- [Assigned task] Please print exactly the line containing "M867,562c4,-14 10,-24 25,-28" and every line after it to the end of the records below, and nothing more.

#####

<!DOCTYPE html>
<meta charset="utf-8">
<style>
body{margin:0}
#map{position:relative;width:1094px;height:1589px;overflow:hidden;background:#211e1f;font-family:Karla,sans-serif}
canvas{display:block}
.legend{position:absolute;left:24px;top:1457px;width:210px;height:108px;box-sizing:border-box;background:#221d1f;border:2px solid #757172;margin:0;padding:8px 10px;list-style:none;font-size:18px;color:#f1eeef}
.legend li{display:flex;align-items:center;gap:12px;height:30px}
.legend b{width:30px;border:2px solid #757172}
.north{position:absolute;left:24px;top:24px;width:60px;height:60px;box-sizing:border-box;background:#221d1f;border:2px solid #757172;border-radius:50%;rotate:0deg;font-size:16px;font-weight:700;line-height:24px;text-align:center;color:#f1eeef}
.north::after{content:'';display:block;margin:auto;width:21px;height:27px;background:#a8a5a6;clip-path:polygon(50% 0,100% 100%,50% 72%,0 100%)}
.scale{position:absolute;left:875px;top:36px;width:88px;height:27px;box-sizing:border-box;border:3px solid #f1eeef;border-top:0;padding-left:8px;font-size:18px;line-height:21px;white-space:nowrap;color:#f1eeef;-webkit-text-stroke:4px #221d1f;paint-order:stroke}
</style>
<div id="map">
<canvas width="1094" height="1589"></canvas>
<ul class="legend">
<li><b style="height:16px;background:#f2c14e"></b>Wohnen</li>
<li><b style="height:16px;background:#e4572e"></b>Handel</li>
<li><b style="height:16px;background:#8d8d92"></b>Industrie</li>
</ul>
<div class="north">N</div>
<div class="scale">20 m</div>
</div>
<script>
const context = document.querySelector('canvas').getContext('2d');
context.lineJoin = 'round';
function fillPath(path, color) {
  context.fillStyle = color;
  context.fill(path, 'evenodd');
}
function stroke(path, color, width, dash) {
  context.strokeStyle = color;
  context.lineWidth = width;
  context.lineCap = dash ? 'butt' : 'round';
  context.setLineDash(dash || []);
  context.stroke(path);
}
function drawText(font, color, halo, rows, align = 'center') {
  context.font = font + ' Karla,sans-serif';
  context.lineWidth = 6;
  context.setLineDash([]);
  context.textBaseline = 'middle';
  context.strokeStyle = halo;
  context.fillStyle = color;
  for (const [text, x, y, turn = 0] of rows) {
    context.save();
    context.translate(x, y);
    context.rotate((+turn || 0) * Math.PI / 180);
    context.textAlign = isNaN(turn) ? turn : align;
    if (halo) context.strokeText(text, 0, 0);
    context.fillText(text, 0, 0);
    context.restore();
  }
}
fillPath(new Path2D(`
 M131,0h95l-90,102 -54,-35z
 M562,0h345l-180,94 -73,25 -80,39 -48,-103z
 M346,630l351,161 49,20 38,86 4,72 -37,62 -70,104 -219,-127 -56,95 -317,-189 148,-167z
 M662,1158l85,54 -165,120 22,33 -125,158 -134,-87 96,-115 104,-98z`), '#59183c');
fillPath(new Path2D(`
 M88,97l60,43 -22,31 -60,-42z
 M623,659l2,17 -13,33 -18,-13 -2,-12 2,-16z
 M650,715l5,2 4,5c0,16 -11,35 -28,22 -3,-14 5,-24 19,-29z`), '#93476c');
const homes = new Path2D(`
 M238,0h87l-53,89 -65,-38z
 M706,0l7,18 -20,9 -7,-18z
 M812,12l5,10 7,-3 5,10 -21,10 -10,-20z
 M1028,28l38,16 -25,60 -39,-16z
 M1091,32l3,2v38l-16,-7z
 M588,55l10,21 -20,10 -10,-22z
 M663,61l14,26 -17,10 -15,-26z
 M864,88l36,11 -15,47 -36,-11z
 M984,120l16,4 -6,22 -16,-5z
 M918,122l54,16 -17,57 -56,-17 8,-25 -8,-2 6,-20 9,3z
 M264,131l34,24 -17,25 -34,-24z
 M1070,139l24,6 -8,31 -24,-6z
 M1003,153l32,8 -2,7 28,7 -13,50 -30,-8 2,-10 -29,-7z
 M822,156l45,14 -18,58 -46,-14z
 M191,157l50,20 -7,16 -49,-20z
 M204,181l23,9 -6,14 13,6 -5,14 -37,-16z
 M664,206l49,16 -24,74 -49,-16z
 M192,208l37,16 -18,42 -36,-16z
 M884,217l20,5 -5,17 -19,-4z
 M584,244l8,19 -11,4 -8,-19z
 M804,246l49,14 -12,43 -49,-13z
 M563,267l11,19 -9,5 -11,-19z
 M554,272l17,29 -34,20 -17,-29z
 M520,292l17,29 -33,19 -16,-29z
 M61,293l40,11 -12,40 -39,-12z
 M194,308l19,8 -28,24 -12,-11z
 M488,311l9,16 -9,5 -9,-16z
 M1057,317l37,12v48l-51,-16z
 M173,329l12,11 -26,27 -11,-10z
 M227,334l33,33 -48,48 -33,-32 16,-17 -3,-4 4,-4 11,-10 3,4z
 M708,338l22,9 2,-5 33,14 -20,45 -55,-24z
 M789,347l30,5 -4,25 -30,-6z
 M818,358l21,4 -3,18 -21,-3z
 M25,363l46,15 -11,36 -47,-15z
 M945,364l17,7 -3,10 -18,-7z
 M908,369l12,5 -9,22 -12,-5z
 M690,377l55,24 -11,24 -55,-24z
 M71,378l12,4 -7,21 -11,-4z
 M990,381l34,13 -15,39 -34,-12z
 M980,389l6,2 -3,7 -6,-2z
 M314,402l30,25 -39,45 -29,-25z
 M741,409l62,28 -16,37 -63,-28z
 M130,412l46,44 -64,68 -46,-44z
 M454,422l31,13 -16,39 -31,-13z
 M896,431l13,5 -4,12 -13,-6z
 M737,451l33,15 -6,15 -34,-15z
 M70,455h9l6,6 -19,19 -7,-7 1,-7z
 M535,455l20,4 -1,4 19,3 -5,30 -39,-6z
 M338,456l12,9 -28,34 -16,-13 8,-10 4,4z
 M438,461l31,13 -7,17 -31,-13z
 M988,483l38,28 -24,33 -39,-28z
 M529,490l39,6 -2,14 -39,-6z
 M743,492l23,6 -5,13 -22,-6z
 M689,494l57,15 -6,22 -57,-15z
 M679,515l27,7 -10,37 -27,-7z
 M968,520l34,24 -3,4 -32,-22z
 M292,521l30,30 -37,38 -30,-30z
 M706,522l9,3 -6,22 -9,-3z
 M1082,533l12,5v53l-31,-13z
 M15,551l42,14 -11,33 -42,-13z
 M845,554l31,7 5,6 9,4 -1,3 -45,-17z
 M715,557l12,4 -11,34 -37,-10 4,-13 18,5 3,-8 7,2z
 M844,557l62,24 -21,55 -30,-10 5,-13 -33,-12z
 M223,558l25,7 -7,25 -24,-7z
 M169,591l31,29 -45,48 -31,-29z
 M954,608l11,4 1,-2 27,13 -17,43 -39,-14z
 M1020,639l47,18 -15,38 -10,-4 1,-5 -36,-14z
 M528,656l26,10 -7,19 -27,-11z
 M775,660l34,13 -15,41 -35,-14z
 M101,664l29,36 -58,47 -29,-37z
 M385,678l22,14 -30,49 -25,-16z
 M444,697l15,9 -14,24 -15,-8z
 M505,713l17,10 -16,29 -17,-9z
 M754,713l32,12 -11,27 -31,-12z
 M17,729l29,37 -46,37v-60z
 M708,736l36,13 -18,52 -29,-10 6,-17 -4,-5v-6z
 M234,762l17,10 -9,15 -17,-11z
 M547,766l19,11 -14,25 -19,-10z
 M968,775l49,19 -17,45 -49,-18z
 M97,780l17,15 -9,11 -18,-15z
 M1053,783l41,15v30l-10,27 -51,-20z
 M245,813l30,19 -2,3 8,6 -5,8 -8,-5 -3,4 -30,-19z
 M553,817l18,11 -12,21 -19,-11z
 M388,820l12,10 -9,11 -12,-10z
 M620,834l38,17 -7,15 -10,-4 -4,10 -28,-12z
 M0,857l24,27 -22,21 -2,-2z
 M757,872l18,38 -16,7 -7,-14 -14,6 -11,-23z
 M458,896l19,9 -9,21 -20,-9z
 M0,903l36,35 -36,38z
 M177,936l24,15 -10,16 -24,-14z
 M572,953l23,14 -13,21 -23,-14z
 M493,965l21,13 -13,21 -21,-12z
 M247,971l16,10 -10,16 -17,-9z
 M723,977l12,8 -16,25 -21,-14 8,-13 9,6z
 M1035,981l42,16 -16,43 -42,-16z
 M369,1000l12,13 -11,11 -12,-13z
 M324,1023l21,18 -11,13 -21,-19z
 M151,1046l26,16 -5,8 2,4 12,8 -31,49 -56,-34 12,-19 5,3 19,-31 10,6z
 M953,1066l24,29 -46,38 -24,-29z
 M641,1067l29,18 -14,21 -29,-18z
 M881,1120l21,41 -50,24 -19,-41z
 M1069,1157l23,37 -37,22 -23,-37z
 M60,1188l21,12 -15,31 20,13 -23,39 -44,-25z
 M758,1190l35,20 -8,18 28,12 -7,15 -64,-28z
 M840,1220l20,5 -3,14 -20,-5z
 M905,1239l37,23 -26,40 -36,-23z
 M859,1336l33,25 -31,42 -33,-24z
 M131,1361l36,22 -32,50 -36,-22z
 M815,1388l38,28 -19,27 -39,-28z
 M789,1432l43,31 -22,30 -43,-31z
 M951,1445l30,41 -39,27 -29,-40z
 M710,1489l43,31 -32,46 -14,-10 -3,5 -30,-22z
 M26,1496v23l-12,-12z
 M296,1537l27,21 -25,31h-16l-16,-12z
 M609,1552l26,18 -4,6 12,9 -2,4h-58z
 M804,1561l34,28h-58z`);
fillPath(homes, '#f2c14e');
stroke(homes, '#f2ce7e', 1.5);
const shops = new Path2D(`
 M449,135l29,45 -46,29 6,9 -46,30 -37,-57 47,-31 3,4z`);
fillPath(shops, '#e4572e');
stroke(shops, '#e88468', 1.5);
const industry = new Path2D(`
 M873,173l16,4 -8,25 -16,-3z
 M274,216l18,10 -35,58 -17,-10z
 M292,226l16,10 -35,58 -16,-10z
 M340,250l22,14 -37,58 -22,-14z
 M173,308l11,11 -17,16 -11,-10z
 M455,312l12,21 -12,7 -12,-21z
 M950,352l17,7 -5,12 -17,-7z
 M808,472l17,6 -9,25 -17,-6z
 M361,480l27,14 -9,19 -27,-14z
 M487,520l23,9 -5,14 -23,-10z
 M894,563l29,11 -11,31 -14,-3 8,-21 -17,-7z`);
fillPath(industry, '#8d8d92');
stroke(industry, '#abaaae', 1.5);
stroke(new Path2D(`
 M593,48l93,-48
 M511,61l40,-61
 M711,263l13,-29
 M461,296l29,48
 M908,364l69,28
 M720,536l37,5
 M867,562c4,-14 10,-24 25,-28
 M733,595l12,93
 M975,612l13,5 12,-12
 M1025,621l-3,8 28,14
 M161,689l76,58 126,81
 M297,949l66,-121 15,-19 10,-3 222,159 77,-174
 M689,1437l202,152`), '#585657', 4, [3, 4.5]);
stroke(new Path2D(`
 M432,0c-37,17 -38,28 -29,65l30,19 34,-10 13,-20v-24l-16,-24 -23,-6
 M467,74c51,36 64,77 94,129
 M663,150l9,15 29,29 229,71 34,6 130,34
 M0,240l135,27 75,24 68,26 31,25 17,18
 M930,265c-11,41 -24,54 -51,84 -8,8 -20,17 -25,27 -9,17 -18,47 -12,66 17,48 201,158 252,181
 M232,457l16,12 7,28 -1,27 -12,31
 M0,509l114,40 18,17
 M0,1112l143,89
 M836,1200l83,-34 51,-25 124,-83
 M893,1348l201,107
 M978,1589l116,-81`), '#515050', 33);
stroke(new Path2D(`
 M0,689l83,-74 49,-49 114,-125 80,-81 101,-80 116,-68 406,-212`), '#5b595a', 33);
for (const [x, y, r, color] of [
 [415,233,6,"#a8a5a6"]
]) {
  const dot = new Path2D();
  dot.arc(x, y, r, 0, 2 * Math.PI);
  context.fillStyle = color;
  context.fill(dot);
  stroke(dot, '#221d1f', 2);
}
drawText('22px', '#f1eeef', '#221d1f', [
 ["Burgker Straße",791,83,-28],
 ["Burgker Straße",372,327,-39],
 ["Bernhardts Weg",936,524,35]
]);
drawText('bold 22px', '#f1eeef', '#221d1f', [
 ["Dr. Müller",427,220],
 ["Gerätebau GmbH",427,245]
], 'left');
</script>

#####

- [Task result]
 M867,562c4,-14 10,-24 25,-28
 M733,595l12,93
 M975,612l13,5 12,-12
 M1025,621l-3,8 28,14
 M161,689l76,58 126,81
 M297,949l66,-121 15,-19 10,-3 222,159 77,-174
 M689,1437l202,152`), '#585657', 4, [3, 4.5]);
stroke(new Path2D(`
 M432,0c-37,17 -38,28 -29,65l30,19 34,-10 13,-20v-24l-16,-24 -23,-6
 M467,74c51,36 64,77 94,129
 M663,150l9,15 29,29 229,71 34,6 130,34
 M0,240l135,27 75,24 68,26 31,25 17,18
 M930,265c-11,41 -24,54 -51,84 -8,8 -20,17 -25,27 -9,17 -18,47 -12,66 17,48 201,158 252,181
 M232,457l16,12 7,28 -1,27 -12,31
 M0,509l114,40 18,17
 M0,1112l143,89
 M836,1200l83,-34 51,-25 124,-83
 M893,1348l201,107
 M978,1589l116,-81`), '#515050', 33);
stroke(new Path2D(`
 M0,689l83,-74 49,-49 114,-125 80,-81 101,-80 116,-68 406,-212`), '#5b595a', 33);
for (const [x, y, r, color] of [
 [415,233,6,"#a8a5a6"]
]) {
  const dot = new Path2D();
  dot.arc(x, y, r, 0, 2 * Math.PI);
  context.fillStyle = color;
  context.fill(dot);
  stroke(dot, '#221d1f', 2);
}
drawText('22px', '#f1eeef', '#221d1f', [
 ["Burgker Straße",791,83,-28],
 ["Burgker Straße",372,327,-39],
 ["Bernhardts Weg",936,524,35]
]);
drawText('bold 22px', '#f1eeef', '#221d1f', [
 ["Dr. Müller",427,220],
 ["Gerätebau GmbH",427,245]
], 'left');
</script>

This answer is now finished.